__What needs to be done__
Could you restate the whole listing below word for word, minus the pictures?

--- Data records Enclosed Below ---

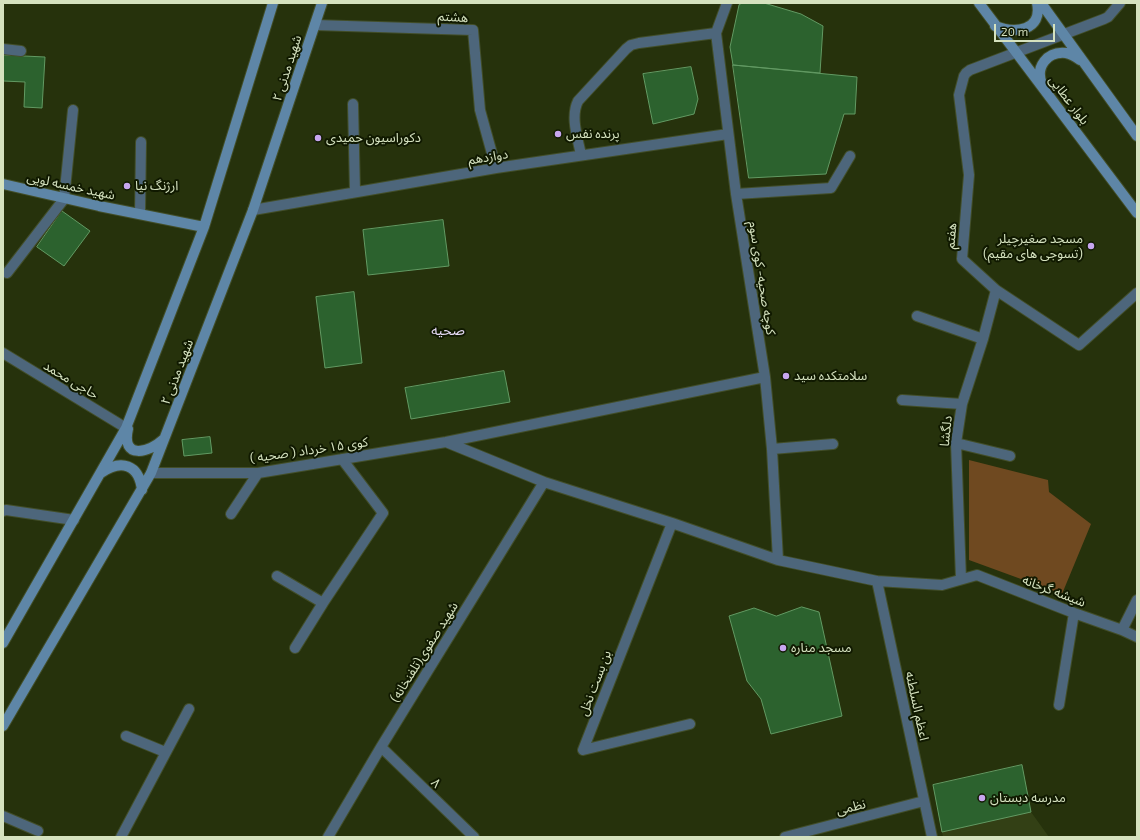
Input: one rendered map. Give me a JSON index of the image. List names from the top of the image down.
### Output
{
  "streets": {
    "main road": ["شهید مدنی ۲", "بلوار عطایی", "شهید خمسه لویی"],
    "street": [
      "هشتم",
      "دوازدهم",
      "هفتم",
      "کوچه صحیه- کوی سوم",
      "حاجی محمد",
      "دلگشا",
      "کوی ۱۵ خرداد ( صحیه )",
      "شیشه گرخانه",
      "شهید صفوی(تلفنخانه)",
      "بن بست نخل",
      "اعظم السلطنه",
      "۸",
      "نظمی"
    ]
  },
  "crossings": [
    ["هشتم", "شهید مدنی ۲"],
    ["هشتم", "دوازدهم"],
    ["شهید مدنی ۲", "دوازدهم"],
    ["شهید مدنی ۲", "شهید خمسه لویی"],
    ["شهید مدنی ۲", "حاجی محمد"],
    ["شهید مدنی ۲", "کوی ۱۵ خرداد ( صحیه )"],
    ["بلوار عطایی", "هفتم"],
    ["دوازدهم", "کوچه صحیه- کوی سوم"],
    ["هفتم", "دلگشا"],
    ["کوچه صحیه- کوی سوم", "کوی ۱۵ خرداد ( صحیه )"],
    ["کوچه صحیه- کوی سوم", "شیشه گرخانه"],
    ["دلگشا", "شیشه گرخانه"],
    ["کوی ۱۵ خرداد ( صحیه )", "شیشه گرخانه"],
    ["شیشه گرخانه", "شهید صفوی(تلفنخانه)"],
    ["شیشه گرخانه", "بن بست نخل"],
    ["شیشه گرخانه", "اعظم السلطنه"],
    ["شهید صفوی(تلفنخانه)", "۸"],
    ["اعظم السلطنه", "نظمی"]
  ],
  "districts": ["صحیه"],
  "places": [
    "پرنده نفس",
    "دکوراسیون حمیدی",
    "ارژنگ نیا",
    "مسجد صغیرچیلر (تسوجی های مقیم)",
    "سلامتکده سید",
    "مسجد مناره",
    "مدرسه دبستان"
  ],
  "scale_bar": "20 m"
}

--- End of Enclosed Data records ---

__Result below__
Input: one rendered map. Give me a JSON index of the image. List names from the top of the image down.
### Output
{
  "streets": {
    "main road": ["شهید مدنی ۲", "بلوار عطایی", "شهید خمسه لویی"],
    "street": [
      "هشتم",
      "دوازدهم",
      "هفتم",
      "کوچه صحیه- کوی سوم",
      "حاجی محمد",
      "دلگشا",
      "کوی ۱۵ خرداد ( صحیه )",
      "شیشه گرخانه",
      "شهید صفوی(تلفنخانه)",
      "بن بست نخل",
      "اعظم السلطنه",
      "۸",
      "نظمی"
    ]
  },
  "crossings": [
    ["هشتم", "شهید مدنی ۲"],
    ["هشتم", "دوازدهم"],
    ["شهید مدنی ۲", "دوازدهم"],
    ["شهید مدنی ۲", "شهید خمسه لویی"],
    ["شهید مدنی ۲", "حاجی محمد"],
    ["شهید مدنی ۲", "کوی ۱۵ خرداد ( صحیه )"],
    ["بلوار عطایی", "هفتم"],
    ["دوازدهم", "کوچه صحیه- کوی سوم"],
    ["هفتم", "دلگشا"],
    ["کوچه صحیه- کوی سوم", "کوی ۱۵ خرداد ( صحیه )"],
    ["کوچه صحیه- کوی سوم", "شیشه گرخانه"],
    ["دلگشا", "شیشه گرخانه"],
    ["کوی ۱۵ خرداد ( صحیه )", "شیشه گرخانه"],
    ["شیشه گرخانه", "شهید صفوی(تلفنخانه)"],
    ["شیشه گرخانه", "بن بست نخل"],
    ["شیشه گرخانه", "اعظم السلطنه"],
    ["شهید صفوی(تلفنخانه)", "۸"],
    ["اعظم السلطنه", "نظمی"]
  ],
  "districts": ["صحیه"],
  "places": [
    "پرنده نفس",
    "دکوراسیون حمیدی",
    "ارژنگ نیا",
    "مسجد صغیرچیلر (تسوجی های مقیم)",
    "سلامتکده سید",
    "مسجد مناره",
    "مدرسه دبستان"
  ],
  "scale_bar": "20 m"
}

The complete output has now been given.